What this task involves:
Please restate each entry that appears below word for word, without its pictures.

Dataset content:

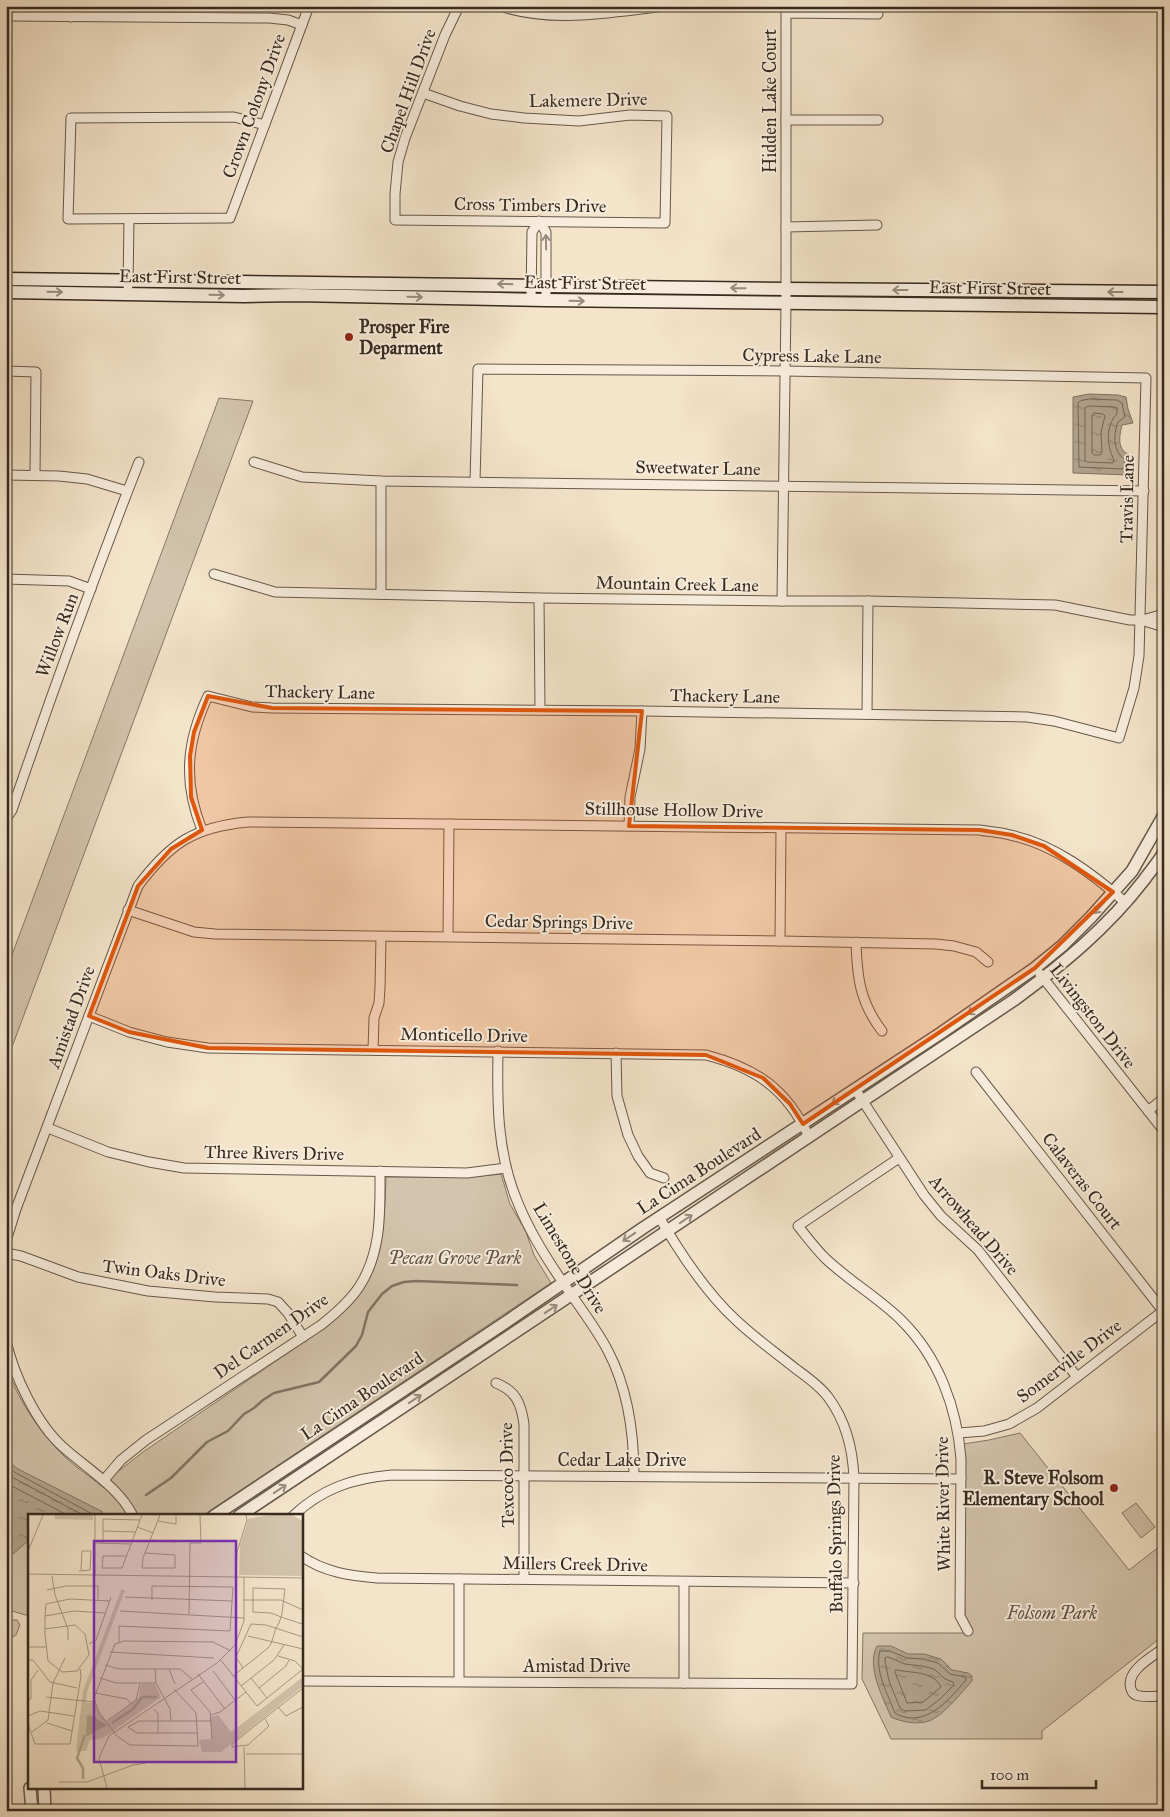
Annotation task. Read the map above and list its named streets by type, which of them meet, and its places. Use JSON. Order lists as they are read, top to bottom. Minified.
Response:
{"streets":{"main road":["East First Street"],"street":["Chapel Hill Drive","Lakemere Drive","Hidden Lake Court","Crown Colony Drive","Cross Timbers Drive","Cypress Lake Lane","Sweetwater Lane","Travis Lane","Mountain Creek Lane","Willow Run","Thackery Lane","Stillhouse Hollow Drive","Cedar Springs Drive","Livingston Drive","Amistad Drive","Monticello Drive","Three Rivers Drive","La Cima Boulevard","Calaveras Court","Arrowhead Drive","Limestone Drive","Twin Oaks Drive","Del Carmen Drive","Somerville Drive","Cedar Lake Drive","Texcoco Drive","White River Drive","Buffalo Springs Drive","Millers Creek Drive"]},"crossings":[["Chapel Hill Drive","Lakemere Drive"],["Chapel Hill Drive","Cross Timbers Drive"],["Lakemere Drive","Cross Timbers Drive"],["Hidden Lake Court","East First Street"],["Hidden Lake Court","Cypress Lake Lane"],["Hidden Lake Court","Sweetwater Lane"],["Hidden Lake Court","Mountain Creek Lane"],["Cypress Lake Lane","Sweetwater Lane"],["Cypress Lake Lane","Travis Lane"],["Sweetwater Lane","Travis Lane"],["Travis Lane","Mountain Creek Lane"],["Travis Lane","Thackery Lane"],["Mountain Creek Lane","Thackery Lane"],["Thackery Lane","Stillhouse Hollow Drive"],["Thackery Lane","Amistad Drive"],["Stillhouse Hollow Drive","Amistad Drive"],["Stillhouse Hollow Drive","La Cima Boulevard"],["Cedar Springs Drive","Amistad Drive"],["Livingston Drive","La Cima Boulevard"],["Amistad Drive","Monticello Drive"],["Amistad Drive","Three Rivers Drive"],["Amistad Drive","Buffalo Springs Drive"],["Monticello Drive","La Cima Boulevard"],["Monticello Drive","Limestone Drive"],["Three Rivers Drive","Limestone Drive"],["Three Rivers Drive","Del Carmen Drive"],["La Cima Boulevard","Arrowhead Drive"],["La Cima Boulevard","Limestone Drive"],["La Cima Boulevard","Buffalo Springs Drive"],["Calaveras Court","Somerville Drive"],["Arrowhead Drive","Somerville Drive"],["Arrowhead Drive","White River Drive"],["Limestone Drive","Cedar Lake Drive"],["Twin Oaks Drive","Del Carmen Drive"],["Somerville Drive","White River Drive"],["Cedar Lake Drive","Texcoco Drive"],["Cedar Lake Drive","White River Drive"],["Cedar Lake Drive","Buffalo Springs Drive"],["Texcoco Drive","Millers Creek Drive"],["Buffalo Springs Drive","Millers Creek Drive"]],"parks":["Pecan Grove Park","Folsom Park"],"places":["Prosper Fire Deparment","R. Steve Folsom Elementary School"],"scale_bar":"100 m"}
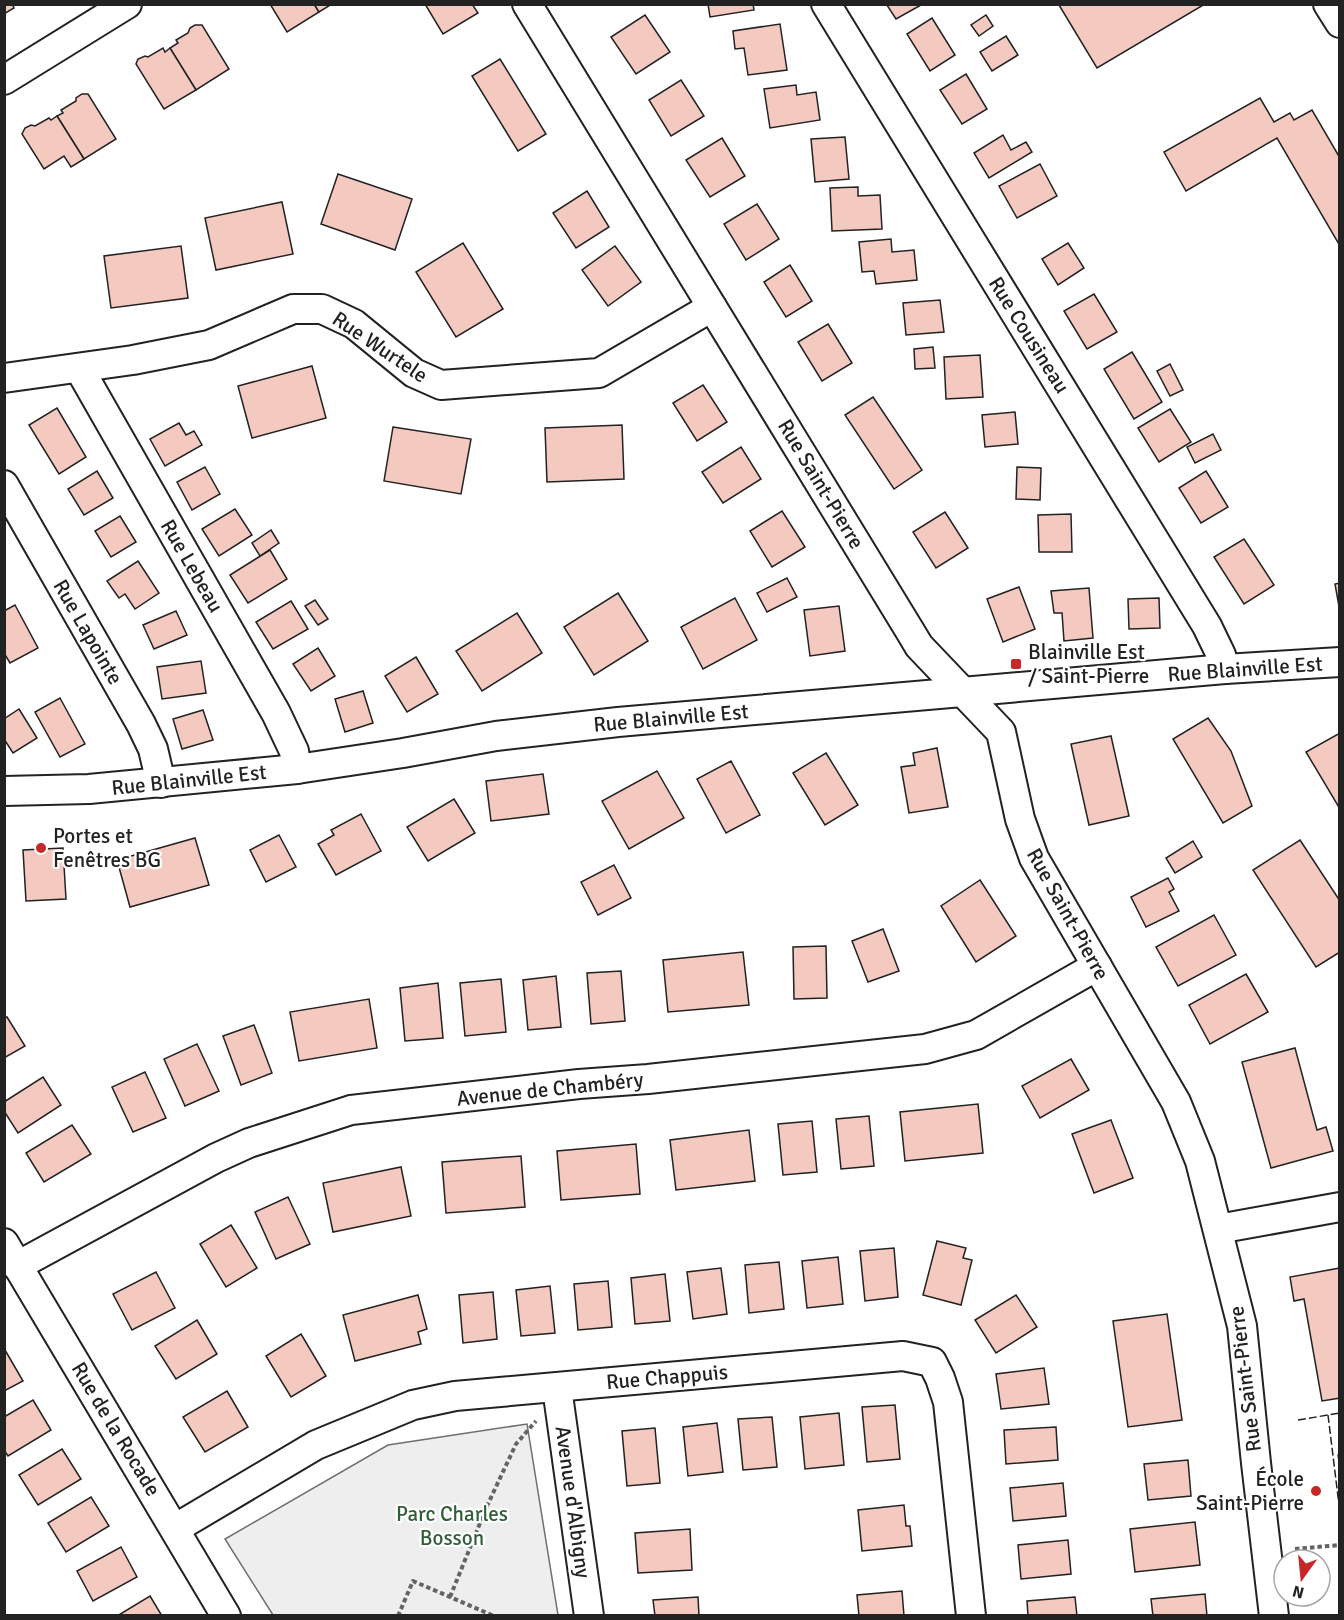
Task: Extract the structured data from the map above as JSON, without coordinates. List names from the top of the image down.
{
  "streets": {
    "street": [
      "Rue Cousineau",
      "Rue Wurtele",
      "Rue Saint-Pierre",
      "Rue Lebeau",
      "Rue Lapointe",
      "Rue Blainville Est",
      "Avenue de Chambéry",
      "Rue Chappuis",
      "Rue de la Rocade",
      "Avenue d'Albigny"
    ]
  },
  "crossings": [
    ["Rue Cousineau", "Rue Blainville Est"],
    ["Rue Wurtele", "Rue Saint-Pierre"],
    ["Rue Wurtele", "Rue Lebeau"],
    ["Rue Saint-Pierre", "Rue Blainville Est"],
    ["Rue Saint-Pierre", "Avenue de Chambéry"],
    ["Rue Lebeau", "Rue Blainville Est"],
    ["Rue Lapointe", "Rue Blainville Est"],
    ["Avenue de Chambéry", "Rue de la Rocade"],
    ["Rue Chappuis", "Rue de la Rocade"],
    ["Rue Chappuis", "Avenue d'Albigny"]
  ],
  "parks": ["Parc Charles Bosson"],
  "places": {
    "transit": ["Blainville Est / Saint-Pierre"],
    "other": ["Portes et Fenêtres BG", "École Saint-Pierre"]
  },
  "north": "bottom"
}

Solution for this exercise:
Annotation task. Read the map above and list its named streets by type, which of them meet, and its places. Use JSON. Order lists as they are read, top to bottom. Minified.
Response:
{"streets":{"main road":["East First Street"],"street":["Chapel Hill Drive","Lakemere Drive","Hidden Lake Court","Crown Colony Drive","Cross Timbers Drive","Cypress Lake Lane","Sweetwater Lane","Travis Lane","Mountain Creek Lane","Willow Run","Thackery Lane","Stillhouse Hollow Drive","Cedar Springs Drive","Livingston Drive","Amistad Drive","Monticello Drive","Three Rivers Drive","La Cima Boulevard","Calaveras Court","Arrowhead Drive","Limestone Drive","Twin Oaks Drive","Del Carmen Drive","Somerville Drive","Cedar Lake Drive","Texcoco Drive","White River Drive","Buffalo Springs Drive","Millers Creek Drive"]},"crossings":[["Chapel Hill Drive","Lakemere Drive"],["Chapel Hill Drive","Cross Timbers Drive"],["Lakemere Drive","Cross Timbers Drive"],["Hidden Lake Court","East First Street"],["Hidden Lake Court","Cypress Lake Lane"],["Hidden Lake Court","Sweetwater Lane"],["Hidden Lake Court","Mountain Creek Lane"],["Cypress Lake Lane","Sweetwater Lane"],["Cypress Lake Lane","Travis Lane"],["Sweetwater Lane","Travis Lane"],["Travis Lane","Mountain Creek Lane"],["Travis Lane","Thackery Lane"],["Mountain Creek Lane","Thackery Lane"],["Thackery Lane","Stillhouse Hollow Drive"],["Thackery Lane","Amistad Drive"],["Stillhouse Hollow Drive","Amistad Drive"],["Stillhouse Hollow Drive","La Cima Boulevard"],["Cedar Springs Drive","Amistad Drive"],["Livingston Drive","La Cima Boulevard"],["Amistad Drive","Monticello Drive"],["Amistad Drive","Three Rivers Drive"],["Amistad Drive","Buffalo Springs Drive"],["Monticello Drive","La Cima Boulevard"],["Monticello Drive","Limestone Drive"],["Three Rivers Drive","Limestone Drive"],["Three Rivers Drive","Del Carmen Drive"],["La Cima Boulevard","Arrowhead Drive"],["La Cima Boulevard","Limestone Drive"],["La Cima Boulevard","Buffalo Springs Drive"],["Calaveras Court","Somerville Drive"],["Arrowhead Drive","Somerville Drive"],["Arrowhead Drive","White River Drive"],["Limestone Drive","Cedar Lake Drive"],["Twin Oaks Drive","Del Carmen Drive"],["Somerville Drive","White River Drive"],["Cedar Lake Drive","Texcoco Drive"],["Cedar Lake Drive","White River Drive"],["Cedar Lake Drive","Buffalo Springs Drive"],["Texcoco Drive","Millers Creek Drive"],["Buffalo Springs Drive","Millers Creek Drive"]],"parks":["Pecan Grove Park","Folsom Park"],"places":["Prosper Fire Deparment","R. Steve Folsom Elementary School"],"scale_bar":"100 m"}
Task: Extract the structured data from the map above as JSON, without coordinates. List names from the top of the image down.
{
  "streets": {
    "street": [
      "Rue Cousineau",
      "Rue Wurtele",
      "Rue Saint-Pierre",
      "Rue Lebeau",
      "Rue Lapointe",
      "Rue Blainville Est",
      "Avenue de Chambéry",
      "Rue Chappuis",
      "Rue de la Rocade",
      "Avenue d'Albigny"
    ]
  },
  "crossings": [
    ["Rue Cousineau", "Rue Blainville Est"],
    ["Rue Wurtele", "Rue Saint-Pierre"],
    ["Rue Wurtele", "Rue Lebeau"],
    ["Rue Saint-Pierre", "Rue Blainville Est"],
    ["Rue Saint-Pierre", "Avenue de Chambéry"],
    ["Rue Lebeau", "Rue Blainville Est"],
    ["Rue Lapointe", "Rue Blainville Est"],
    ["Avenue de Chambéry", "Rue de la Rocade"],
    ["Rue Chappuis", "Rue de la Rocade"],
    ["Rue Chappuis", "Avenue d'Albigny"]
  ],
  "parks": ["Parc Charles Bosson"],
  "places": {
    "transit": ["Blainville Est / Saint-Pierre"],
    "other": ["Portes et Fenêtres BG", "École Saint-Pierre"]
  },
  "north": "bottom"
}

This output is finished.